Bu davanın sanıkları 2008 yılının Temmuz ve Eylül aylarında tutuklandılar, 2,5 yılı aşkın bir zamandır hapishanedeler. Davanın 100. duruşması 14 Şubat’ta yapılmıştı. Demek ki son bir haftada 5 duruşma yapılabilmiş. Daha savunmaları bitmeyen sanıklar var, bu hızla gidilirse sanırım en az iki yıl daha sonucunu beklemek gerekecek. Sonra temyiz süreci başlayacak. Bu nedenle uzayan tutukluluk hali bir cezalandırmaya dönüşecek. Bunu günümüz demokratlarından ciddiye alan kimse yok. “Onlar bir haltlar karıştırmıştır mutlaka” inancı, adil yargılanma hakkının ve aksi kanıtlanana kadar herkesin suçsuz olduğu kuralının görmezden gelinmesine neden oluyor. Ve mahkeme de bu inanç üzerinden yürüdüğü için varsa suçluların bile sonunda cezasız kalacaklarını göreceğiz. 105. duruşmada sanıklardan emekli albay ve avukat Mustafa Levent Göktaş’ın savunmasına devam edildi. Göktaş’ın bürosunda bulunduğu iddia edilen bir DVD var. 51 numaralı DVD olarak biliniyor ve bazı yargı mensuplarının kişisel yaşamları ile ilgili görüntüleri içeriyor. Göktaş, bu delilin bürosuna polislerce yerleştirildiğini, aramayı yapan polisin DVD’yi “eliyle koymuş gibi” aynı ofisi paylaşan bir başka avukatın odasında bulduğunu söylüyor. Benim ilgimi çeken husus DVD’de herhangi bir parmak izinin bulunmamış olması. Pırıl pırıl bir DVD bu, adeta “el değmemiş”! Size de tuhaf gelmiyor mu? Adliye mensuplarına şantaj yapmak için gizli görüntüler elde ediyorsunuz, bunları bir DVD’ye kaydedip büronuzda saklıyorsunuz. Ergenekon tutuklamaları başlıyor, siz de o örgüte üyesiniz (savcı bunu iddia ediyor) ve hâlâ o DVD’yi büronuzda tutmaya devam ediyorsunuz. Bununla da kalmıyorsunuz, “ne olur ne olmaz, bulunursa bari temiz bulunsun” diye her gün eldivenle tutup, üzerinde parmak izi kalmayacak şekilde temizliyorsunuz! Yani hem ofisinizin basılıp bu DVD’nin bulunabileceğini düşünüyorsunuz, bu nedenle parmak izlerini temizliyorsunuz, hem de ofisinizin aranacağını bile bile DVD’yi çöpe atmıyorsunuz. Bu bana gerçekten çok anlaşılmaz geliyor!
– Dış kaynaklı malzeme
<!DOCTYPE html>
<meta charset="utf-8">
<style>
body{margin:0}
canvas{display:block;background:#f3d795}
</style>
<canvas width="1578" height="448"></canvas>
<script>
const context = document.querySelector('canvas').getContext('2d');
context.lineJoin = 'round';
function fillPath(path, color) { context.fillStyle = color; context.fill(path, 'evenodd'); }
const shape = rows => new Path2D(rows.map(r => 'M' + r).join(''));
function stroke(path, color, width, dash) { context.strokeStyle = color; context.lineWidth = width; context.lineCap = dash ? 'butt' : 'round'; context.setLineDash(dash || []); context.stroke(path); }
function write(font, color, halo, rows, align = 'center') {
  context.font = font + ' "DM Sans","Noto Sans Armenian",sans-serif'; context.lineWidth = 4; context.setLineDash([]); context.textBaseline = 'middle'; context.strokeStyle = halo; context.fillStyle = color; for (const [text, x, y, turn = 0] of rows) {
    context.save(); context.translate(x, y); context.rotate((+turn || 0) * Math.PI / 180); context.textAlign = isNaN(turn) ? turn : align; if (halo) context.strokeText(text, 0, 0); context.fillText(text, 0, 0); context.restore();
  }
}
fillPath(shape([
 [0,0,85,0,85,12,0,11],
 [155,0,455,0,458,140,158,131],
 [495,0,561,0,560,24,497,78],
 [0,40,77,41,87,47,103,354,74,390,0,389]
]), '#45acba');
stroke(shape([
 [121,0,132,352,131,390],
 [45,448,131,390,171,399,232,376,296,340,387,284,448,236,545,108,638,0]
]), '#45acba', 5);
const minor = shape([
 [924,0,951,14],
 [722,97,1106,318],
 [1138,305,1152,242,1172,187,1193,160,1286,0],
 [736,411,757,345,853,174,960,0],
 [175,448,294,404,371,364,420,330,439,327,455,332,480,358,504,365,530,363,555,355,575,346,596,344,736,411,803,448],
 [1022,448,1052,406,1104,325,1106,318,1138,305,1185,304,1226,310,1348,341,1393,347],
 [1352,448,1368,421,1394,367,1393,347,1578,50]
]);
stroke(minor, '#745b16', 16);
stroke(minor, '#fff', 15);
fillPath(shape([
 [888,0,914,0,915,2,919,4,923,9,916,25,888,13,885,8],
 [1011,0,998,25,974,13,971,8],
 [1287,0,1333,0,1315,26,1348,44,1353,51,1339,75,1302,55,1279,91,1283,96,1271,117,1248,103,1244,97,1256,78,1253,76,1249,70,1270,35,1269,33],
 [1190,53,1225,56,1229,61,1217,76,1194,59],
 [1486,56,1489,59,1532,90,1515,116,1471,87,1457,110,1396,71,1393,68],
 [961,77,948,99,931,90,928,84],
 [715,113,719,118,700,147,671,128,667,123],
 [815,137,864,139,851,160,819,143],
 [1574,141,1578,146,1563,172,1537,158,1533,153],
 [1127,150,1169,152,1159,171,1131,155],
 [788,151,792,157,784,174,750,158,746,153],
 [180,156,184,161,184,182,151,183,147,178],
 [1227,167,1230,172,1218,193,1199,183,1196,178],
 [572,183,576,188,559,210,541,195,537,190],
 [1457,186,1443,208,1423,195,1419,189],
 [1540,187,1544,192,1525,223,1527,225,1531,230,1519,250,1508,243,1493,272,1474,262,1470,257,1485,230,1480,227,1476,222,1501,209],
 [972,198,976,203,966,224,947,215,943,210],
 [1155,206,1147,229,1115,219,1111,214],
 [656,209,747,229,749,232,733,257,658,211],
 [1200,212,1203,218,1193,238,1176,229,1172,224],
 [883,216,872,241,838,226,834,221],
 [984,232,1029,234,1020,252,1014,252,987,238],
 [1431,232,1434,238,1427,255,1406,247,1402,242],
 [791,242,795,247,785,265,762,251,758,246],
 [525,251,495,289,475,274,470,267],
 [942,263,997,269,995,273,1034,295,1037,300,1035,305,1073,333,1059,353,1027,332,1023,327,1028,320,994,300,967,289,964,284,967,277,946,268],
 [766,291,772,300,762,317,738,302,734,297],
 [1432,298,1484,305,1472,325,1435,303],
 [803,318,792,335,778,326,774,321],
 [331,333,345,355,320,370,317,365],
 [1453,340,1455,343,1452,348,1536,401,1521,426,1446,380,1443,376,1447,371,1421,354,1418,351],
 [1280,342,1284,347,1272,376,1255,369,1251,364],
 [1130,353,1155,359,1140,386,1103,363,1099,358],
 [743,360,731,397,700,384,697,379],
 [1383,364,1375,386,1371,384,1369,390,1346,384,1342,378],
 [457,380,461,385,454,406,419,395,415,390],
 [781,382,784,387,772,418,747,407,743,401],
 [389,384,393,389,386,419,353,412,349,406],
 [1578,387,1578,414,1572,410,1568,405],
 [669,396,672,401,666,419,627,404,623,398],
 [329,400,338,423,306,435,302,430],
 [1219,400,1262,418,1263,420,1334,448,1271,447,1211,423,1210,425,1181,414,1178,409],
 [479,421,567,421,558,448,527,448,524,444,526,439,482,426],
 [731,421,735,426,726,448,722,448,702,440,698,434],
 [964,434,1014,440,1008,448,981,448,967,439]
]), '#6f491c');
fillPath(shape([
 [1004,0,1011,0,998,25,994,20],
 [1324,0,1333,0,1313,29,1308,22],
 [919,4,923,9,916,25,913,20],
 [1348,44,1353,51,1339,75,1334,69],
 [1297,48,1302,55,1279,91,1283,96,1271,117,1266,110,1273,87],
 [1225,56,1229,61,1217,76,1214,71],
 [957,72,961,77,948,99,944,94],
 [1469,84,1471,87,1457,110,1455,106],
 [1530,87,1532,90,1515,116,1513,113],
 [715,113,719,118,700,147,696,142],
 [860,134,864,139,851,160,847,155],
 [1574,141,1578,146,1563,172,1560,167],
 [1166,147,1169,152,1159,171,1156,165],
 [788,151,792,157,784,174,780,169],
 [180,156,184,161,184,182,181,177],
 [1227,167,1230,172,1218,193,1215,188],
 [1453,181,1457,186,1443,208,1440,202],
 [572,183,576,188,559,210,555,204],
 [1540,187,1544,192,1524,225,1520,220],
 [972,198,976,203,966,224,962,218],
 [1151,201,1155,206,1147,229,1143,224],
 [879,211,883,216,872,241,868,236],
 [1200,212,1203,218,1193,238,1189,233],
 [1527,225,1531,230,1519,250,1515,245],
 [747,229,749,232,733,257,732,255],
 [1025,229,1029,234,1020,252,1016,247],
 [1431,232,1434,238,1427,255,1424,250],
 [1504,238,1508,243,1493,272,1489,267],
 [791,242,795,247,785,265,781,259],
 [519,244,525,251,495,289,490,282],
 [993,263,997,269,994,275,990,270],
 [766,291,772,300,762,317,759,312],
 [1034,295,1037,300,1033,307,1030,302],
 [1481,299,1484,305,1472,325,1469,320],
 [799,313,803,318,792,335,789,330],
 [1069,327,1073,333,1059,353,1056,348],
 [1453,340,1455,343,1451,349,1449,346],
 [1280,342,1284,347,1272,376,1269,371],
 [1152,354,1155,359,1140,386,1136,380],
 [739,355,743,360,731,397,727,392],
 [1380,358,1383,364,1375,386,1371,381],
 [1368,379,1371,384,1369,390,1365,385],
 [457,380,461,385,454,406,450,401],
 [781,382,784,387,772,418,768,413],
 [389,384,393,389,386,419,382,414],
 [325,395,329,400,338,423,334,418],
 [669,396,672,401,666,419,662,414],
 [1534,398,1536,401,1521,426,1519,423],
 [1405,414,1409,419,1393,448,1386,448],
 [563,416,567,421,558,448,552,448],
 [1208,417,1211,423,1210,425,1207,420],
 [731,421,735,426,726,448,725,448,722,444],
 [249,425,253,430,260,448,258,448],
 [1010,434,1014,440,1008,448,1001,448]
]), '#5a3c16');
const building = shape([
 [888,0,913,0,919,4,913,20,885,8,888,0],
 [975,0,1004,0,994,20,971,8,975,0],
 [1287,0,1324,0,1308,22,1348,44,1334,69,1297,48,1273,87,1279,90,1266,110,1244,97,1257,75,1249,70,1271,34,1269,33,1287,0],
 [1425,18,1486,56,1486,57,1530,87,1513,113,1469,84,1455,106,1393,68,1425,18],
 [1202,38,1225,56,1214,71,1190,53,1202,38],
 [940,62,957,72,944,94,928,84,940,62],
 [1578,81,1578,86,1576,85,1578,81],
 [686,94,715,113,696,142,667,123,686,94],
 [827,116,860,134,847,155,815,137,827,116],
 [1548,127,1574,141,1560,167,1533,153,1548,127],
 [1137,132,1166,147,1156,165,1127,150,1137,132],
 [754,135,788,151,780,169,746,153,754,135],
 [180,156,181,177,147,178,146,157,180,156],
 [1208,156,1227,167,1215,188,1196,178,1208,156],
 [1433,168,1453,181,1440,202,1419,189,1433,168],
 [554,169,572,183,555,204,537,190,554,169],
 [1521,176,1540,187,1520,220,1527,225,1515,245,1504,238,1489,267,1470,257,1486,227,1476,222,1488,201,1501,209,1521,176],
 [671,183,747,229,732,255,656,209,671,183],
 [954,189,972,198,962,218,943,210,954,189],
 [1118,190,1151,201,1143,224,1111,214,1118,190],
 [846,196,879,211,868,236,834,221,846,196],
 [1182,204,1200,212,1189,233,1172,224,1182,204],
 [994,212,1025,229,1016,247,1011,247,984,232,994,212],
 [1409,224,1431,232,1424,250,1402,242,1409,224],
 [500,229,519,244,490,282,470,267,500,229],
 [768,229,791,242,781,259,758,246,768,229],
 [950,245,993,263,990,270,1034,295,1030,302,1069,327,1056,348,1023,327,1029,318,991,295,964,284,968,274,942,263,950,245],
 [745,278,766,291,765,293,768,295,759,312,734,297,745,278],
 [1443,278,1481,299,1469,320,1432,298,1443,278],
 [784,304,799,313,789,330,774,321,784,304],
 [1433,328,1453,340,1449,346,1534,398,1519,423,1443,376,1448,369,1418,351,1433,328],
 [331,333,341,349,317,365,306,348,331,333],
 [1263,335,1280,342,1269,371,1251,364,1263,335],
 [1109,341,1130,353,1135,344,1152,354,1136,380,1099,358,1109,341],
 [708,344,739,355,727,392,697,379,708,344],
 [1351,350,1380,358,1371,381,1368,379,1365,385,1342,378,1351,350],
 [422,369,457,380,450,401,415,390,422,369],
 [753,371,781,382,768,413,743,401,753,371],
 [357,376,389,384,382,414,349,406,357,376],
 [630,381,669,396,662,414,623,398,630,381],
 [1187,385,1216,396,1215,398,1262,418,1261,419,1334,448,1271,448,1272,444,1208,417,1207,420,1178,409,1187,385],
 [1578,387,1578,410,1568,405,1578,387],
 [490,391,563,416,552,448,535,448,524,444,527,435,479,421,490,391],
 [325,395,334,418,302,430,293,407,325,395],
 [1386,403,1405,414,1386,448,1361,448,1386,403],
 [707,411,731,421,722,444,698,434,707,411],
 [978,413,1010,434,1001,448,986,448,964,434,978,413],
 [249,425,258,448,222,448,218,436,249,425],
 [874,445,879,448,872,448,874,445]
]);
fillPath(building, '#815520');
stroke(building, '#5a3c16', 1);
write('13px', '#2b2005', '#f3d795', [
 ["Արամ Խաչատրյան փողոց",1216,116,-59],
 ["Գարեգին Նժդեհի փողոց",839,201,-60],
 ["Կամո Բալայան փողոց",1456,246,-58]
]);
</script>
Kanunu takmayan savcılara ne oldu?
İSTANBUL Cumhuriyet Başsavcısı Aykut Cengiz Engin, yeni kurulan İstanbul bölgesi istinaf mahkemesinin başsavcılığına atandı. Engin’i bu terfisi nedeniyle kutluyorum, başarılı olmasını yürekten diliyorum. Yeni kurulan bir üst mahkemede tecrübeli savcı ve yargıçların görev yapması doğal, bunun Engin’i pasifize etmeyi amaçlayan bir görevlendirme olduğu iddialarına katılmam zor. (Hükümetin emrindeki yeni HSYK bu durumu değerlendirecek, hükümetin hoşuna gidecek bir ismi İstanbul’a başsavcı olarak atayacaktır, o da ayrı bir mesele tabii.) Ancak kuşku yok ki Engin’in daha önce başına gelenler normal bir ülkede bir başsavcının başına da gelmezdi. Engin’in telefonları, altında çalışan savcılar tarafından alınmış bir mahkeme emriyle dinlendi. Aynı adliyede birlikte görev yaptığı bir yargıç bu izni verdi. “Güçlü şüpheyi” yaratacak deliller nelerdi diye sormadı bile. Sonra ortaya çıktı ki kuşkular palavraymış, Engin’in dinlenmesi gerekmiyormuş! İşin acayipliği bu noktada daha da artıyor: Kanun, hakkında dinleme izni alınan ama dinleme süresinin sonunda haklarında dava açılmayan kişilerin savcılık tarafından bilgilendirilmesi gerektiğini emrediyor. Engin’e bu bilgi verilmedi o da dinlendiğini bizler gibi gazetelerden öğrendi. Ve bu kanun dışı uygulamanın sorumlusu olan savcılar ile birlikte çalışmaya devam etmek zorunda da kaldı. Böylece şimdi hiç olmazsa o kişilerle aynı koridorlarda karşılaşmayacak demektir! Yeri gelmişken sorayım: Engin, bu kanunsuzluk ile ilgili suç duyurusunda bulunacaktı. Ne oldu? Kanunları takmayan savcılar ile ilgili bir işlem yapıldı mı?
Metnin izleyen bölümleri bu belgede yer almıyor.